The Northern Colorado Plateau Network monitors air quality, climate, land surface phenology, landbirds, landscape dynamics, springs and seeps, upland vegetation and soils, wadeable streams, and water quality at Arches National Park. The results of that monitoring provide park managers with scientific information for decisionmaking.
Before becoming a national park in 1971, Arches National Park was established as Arches National Monument by Presidential Proclamation on April 12, 1929, "to protect extraordinary examples of wind erosion in the form of gigantic arches, natural bridges, 'windows,' spires, balanced rocks and other unique wind-worn sandstone formations . . . because of their educational and scenic value." The park has the largest concentration of natural stone arches in the world.
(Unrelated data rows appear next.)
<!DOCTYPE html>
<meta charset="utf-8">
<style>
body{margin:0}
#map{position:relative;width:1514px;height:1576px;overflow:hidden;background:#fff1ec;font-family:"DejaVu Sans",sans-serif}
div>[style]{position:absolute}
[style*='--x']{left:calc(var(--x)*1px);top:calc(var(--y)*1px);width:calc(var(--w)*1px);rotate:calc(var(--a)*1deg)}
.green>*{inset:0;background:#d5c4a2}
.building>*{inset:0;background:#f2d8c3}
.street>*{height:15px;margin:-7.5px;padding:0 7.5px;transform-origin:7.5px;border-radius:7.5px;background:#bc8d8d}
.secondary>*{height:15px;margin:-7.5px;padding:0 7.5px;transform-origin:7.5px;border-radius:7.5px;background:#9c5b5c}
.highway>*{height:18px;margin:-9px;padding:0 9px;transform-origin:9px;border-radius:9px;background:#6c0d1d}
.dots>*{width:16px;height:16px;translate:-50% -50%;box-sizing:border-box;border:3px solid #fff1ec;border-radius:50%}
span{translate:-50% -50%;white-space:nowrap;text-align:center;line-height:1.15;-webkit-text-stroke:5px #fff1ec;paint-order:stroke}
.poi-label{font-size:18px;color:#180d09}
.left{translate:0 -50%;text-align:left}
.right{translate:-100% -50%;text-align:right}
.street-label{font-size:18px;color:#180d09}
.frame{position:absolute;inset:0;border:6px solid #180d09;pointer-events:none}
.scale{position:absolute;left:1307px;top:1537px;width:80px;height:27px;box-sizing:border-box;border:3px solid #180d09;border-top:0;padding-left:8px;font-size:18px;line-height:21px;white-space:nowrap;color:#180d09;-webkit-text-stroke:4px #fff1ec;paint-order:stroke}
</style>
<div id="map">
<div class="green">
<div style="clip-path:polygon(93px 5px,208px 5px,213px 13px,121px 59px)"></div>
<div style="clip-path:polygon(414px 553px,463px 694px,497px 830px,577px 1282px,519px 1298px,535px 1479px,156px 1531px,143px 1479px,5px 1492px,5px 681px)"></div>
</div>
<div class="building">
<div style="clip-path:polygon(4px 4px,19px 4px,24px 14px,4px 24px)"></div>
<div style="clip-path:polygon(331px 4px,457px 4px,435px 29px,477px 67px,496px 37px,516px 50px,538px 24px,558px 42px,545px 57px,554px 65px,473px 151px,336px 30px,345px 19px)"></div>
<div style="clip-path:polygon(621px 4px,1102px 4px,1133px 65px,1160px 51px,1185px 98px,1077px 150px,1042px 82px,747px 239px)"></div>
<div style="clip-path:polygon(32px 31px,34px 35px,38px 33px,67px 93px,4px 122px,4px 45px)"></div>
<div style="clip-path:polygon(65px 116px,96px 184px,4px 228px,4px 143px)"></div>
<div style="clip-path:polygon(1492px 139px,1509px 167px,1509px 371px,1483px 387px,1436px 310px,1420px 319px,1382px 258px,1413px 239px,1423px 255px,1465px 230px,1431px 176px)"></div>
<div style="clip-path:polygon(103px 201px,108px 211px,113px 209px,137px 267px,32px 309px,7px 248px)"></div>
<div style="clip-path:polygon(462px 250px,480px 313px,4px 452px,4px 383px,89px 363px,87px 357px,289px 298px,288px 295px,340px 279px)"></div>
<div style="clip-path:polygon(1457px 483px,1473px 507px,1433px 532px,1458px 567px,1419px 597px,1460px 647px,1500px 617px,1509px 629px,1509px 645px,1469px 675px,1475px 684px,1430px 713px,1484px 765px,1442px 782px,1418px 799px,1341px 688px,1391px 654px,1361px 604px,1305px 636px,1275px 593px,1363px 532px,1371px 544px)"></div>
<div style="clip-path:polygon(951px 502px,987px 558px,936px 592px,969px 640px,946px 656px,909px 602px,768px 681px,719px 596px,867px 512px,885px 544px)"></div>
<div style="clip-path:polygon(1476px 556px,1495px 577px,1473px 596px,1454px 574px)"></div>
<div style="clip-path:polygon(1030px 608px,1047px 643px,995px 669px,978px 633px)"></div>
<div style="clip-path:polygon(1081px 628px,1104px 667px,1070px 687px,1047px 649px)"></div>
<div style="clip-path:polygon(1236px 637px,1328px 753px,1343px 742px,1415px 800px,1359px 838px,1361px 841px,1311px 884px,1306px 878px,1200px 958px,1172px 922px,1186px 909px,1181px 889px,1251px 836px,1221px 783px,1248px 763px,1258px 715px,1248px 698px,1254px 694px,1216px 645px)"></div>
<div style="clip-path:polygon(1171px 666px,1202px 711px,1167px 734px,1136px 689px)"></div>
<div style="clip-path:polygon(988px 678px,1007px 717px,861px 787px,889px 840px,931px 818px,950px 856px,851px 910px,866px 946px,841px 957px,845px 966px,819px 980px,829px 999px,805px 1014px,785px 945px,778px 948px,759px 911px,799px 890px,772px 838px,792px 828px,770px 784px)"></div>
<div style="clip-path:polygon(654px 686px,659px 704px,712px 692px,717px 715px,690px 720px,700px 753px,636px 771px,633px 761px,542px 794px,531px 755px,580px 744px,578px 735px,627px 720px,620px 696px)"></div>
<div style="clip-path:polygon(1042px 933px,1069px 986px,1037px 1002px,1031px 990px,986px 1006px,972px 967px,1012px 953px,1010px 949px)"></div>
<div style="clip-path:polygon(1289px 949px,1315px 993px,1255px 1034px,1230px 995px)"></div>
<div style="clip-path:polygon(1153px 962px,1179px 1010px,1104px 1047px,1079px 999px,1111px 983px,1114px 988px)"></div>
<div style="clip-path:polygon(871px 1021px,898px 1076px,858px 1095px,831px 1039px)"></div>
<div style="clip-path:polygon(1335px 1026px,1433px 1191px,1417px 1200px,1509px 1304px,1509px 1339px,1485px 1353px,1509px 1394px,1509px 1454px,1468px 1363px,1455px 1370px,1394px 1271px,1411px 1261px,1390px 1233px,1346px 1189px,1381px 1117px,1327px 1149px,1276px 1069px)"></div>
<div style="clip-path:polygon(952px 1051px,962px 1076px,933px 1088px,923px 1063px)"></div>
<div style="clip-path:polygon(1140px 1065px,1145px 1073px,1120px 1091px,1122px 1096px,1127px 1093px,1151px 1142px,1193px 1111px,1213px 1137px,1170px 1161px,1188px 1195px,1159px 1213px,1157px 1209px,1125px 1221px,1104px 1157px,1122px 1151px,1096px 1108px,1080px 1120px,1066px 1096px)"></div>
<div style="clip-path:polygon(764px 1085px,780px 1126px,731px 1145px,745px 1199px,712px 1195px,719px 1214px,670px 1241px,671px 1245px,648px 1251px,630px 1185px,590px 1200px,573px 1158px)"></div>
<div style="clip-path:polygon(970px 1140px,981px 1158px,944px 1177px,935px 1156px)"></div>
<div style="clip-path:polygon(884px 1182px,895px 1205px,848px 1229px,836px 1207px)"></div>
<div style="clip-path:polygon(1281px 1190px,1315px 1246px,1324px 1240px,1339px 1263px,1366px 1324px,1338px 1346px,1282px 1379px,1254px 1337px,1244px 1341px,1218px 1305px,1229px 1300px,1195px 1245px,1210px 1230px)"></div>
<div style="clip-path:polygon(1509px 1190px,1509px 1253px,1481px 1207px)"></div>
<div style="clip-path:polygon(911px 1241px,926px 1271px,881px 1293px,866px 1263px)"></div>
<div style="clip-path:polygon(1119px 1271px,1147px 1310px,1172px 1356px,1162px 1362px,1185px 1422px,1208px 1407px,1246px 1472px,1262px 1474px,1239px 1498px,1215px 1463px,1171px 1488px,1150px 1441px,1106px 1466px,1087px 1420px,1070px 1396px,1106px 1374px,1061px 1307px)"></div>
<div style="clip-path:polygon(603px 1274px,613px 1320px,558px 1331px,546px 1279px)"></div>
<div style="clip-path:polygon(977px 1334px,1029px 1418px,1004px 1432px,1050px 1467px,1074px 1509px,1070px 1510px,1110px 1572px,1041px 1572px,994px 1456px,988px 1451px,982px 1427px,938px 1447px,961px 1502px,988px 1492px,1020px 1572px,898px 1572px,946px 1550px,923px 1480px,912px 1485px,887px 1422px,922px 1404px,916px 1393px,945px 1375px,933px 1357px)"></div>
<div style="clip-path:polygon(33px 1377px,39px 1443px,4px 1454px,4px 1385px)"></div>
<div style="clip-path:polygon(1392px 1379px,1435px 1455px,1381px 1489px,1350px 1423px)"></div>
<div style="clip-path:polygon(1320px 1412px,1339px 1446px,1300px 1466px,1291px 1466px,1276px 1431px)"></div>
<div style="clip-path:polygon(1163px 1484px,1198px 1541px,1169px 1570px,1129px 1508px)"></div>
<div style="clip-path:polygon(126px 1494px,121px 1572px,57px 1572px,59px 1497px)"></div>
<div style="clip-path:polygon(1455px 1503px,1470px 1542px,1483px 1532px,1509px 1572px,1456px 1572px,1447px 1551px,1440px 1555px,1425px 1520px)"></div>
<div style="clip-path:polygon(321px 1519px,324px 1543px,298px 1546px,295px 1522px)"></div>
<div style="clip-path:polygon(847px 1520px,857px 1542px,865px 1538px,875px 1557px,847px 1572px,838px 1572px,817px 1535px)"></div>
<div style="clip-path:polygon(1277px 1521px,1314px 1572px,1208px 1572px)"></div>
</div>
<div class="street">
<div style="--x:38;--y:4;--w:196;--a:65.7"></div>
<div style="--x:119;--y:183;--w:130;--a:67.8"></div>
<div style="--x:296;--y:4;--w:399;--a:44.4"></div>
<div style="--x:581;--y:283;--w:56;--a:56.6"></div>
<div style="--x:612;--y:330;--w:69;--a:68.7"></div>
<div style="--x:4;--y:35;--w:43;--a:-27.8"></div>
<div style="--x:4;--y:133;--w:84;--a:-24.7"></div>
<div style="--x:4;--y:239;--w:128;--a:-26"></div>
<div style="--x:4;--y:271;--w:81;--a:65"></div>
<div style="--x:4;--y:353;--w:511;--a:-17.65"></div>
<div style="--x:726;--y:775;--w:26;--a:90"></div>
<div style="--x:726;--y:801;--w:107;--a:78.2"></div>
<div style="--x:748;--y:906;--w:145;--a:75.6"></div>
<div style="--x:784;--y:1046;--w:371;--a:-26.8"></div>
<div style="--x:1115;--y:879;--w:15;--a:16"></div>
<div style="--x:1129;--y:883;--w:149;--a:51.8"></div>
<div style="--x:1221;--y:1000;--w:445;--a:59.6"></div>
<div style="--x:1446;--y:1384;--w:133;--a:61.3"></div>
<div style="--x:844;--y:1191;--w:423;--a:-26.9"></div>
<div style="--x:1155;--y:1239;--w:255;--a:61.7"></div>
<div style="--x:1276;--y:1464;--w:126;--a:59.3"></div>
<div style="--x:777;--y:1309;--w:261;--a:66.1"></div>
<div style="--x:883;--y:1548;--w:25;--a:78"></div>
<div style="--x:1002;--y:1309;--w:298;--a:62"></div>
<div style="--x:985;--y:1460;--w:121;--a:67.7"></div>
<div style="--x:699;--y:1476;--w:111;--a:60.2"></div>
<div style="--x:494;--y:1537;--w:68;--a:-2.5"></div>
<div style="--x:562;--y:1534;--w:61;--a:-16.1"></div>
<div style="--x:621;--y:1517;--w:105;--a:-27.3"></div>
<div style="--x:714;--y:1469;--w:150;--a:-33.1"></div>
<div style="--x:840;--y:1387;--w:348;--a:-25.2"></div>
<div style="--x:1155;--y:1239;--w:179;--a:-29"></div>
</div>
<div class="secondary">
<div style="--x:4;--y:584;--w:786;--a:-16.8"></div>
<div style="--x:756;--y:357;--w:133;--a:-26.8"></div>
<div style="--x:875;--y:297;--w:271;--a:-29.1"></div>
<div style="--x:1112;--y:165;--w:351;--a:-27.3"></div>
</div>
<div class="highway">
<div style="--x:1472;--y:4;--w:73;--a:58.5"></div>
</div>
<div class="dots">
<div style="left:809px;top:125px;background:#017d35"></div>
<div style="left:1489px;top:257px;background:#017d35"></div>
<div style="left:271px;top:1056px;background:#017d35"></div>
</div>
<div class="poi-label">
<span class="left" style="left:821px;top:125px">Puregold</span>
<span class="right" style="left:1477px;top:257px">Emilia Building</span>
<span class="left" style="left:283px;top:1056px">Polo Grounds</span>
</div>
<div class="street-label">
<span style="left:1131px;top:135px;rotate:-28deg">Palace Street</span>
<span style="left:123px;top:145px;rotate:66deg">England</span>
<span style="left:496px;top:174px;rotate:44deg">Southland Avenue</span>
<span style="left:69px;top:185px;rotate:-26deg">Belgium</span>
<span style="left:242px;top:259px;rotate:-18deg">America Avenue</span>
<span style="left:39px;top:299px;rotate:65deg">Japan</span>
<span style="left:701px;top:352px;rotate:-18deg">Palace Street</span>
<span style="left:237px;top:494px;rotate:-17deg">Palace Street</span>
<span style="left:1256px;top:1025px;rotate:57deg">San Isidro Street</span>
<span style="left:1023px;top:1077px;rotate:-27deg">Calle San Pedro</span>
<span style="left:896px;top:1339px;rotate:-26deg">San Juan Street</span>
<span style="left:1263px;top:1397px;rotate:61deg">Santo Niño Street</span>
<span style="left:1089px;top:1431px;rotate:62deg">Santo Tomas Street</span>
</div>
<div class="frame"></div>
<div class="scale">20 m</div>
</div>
Elevation ranges from approximately 1,219 meters (4,000 feet) in the canyons to 1,585 meters (5,200 feet) on the rims. The climate is arid and characterized by hot, dry summers and cool to cold winters. Arches National Park is largely covered by exposed bedrock, weakly developed soils, and sand dunes. Desert shrublands are the park's most common vegetation type. Woodlands and sparse woodlands are also common and widely distributed. The park boundary is adjacent to the Colorado River for approximately 10 miles.
Increased recreational use, trespass livestock, and exotic plant species invasion are the park's main natural resource management concerns. On the other hand, ambient noise levels are the lowest in the country and the park's night-sky resources are outstanding.